Assigned task: Every line of the data that contains the string "Durango" must be copied.
(Beginning of Data shown)
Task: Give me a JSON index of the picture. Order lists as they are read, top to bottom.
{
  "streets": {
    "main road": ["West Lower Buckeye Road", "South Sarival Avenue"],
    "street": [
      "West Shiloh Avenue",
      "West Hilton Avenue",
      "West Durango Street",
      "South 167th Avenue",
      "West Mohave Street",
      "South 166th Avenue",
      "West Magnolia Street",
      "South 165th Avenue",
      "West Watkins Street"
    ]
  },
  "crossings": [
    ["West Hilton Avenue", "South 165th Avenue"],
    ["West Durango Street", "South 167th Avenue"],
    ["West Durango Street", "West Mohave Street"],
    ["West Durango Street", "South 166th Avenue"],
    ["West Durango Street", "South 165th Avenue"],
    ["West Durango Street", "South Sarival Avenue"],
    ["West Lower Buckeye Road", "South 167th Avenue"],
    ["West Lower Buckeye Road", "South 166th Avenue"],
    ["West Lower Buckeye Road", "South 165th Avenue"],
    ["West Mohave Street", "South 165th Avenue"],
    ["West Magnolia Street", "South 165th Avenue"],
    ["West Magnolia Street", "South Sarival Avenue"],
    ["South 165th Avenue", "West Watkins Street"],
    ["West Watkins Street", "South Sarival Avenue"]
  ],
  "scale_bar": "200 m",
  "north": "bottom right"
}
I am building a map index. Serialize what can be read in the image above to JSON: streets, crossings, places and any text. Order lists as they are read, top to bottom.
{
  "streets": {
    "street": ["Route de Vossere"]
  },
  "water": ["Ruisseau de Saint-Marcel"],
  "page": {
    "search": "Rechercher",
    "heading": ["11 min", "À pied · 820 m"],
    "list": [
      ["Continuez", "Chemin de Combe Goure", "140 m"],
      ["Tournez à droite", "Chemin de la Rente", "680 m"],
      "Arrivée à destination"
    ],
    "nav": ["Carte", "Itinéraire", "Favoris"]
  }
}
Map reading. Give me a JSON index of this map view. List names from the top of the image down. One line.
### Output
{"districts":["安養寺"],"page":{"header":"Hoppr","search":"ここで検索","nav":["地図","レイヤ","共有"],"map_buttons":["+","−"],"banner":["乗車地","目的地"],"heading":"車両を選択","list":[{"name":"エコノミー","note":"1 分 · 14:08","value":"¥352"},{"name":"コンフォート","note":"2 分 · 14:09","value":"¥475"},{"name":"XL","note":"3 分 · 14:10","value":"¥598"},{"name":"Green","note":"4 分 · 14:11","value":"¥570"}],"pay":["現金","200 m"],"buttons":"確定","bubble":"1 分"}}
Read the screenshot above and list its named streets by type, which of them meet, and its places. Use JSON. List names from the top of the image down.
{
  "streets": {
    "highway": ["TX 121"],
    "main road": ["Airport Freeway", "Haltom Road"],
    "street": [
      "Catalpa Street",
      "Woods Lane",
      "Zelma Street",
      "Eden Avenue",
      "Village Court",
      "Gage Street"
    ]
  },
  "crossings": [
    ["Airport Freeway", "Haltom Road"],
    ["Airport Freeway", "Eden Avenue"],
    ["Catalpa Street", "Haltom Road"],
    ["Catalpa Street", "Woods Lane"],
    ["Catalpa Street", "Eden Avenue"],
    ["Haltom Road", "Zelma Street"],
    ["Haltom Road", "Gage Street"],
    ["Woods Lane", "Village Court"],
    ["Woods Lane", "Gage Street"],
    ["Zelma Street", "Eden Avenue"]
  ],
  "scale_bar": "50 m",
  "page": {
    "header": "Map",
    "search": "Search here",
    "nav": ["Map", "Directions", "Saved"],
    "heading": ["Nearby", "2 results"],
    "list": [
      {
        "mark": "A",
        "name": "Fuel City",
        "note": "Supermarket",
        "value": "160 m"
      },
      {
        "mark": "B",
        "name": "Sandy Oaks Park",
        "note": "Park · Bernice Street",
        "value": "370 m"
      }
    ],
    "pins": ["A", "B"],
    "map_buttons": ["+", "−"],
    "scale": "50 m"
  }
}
(End of Data shown)
Written answer:
      "West Durango Street",
    ["West Durango Street", "South 167th Avenue"],
    ["West Durango Street", "West Mohave Street"],
    ["West Durango Street", "South 166th Avenue"],
    ["West Durango Street", "South 165th Avenue"],
    ["West Durango Street", "South Sarival Avenue"],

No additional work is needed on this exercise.